> _WHAT THE TASK REQUIRES_:
Compute how many lines in the entries below contain "JSON", and output nothing but the number.

> _DATA TO USE_:
※

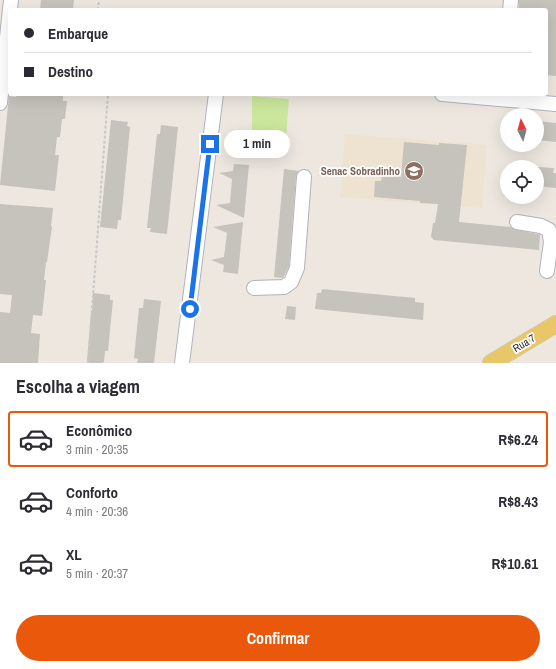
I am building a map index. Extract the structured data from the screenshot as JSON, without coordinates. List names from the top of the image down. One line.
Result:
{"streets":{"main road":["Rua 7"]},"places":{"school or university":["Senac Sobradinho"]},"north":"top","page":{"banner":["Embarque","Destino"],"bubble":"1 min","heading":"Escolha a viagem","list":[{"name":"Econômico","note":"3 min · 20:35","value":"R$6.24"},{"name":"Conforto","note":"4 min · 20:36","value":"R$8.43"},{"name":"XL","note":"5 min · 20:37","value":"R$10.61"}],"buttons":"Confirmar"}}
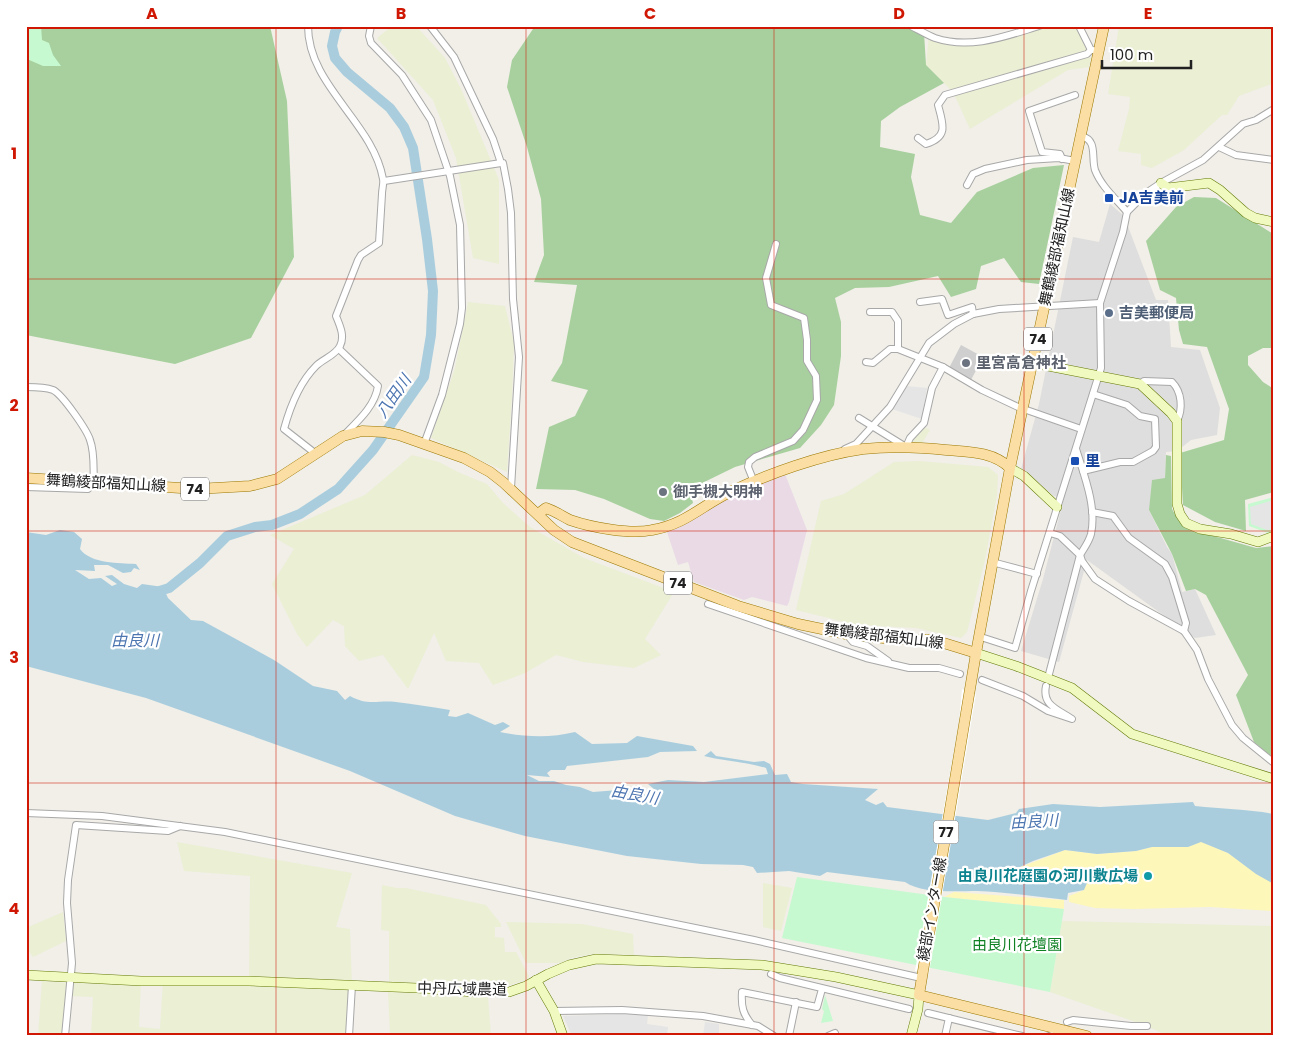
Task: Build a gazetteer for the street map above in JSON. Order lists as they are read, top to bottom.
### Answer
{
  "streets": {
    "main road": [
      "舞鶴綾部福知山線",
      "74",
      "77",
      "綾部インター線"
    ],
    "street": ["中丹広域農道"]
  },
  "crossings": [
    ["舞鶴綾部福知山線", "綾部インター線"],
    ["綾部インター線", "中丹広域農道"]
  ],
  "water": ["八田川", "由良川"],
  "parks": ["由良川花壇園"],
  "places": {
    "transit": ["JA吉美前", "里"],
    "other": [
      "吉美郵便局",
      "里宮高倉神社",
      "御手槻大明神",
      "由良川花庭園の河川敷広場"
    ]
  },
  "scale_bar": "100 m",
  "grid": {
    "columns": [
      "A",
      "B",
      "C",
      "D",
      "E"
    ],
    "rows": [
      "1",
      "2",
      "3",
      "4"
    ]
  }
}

※

> _ANSWER TO THE EXERCISE_:
2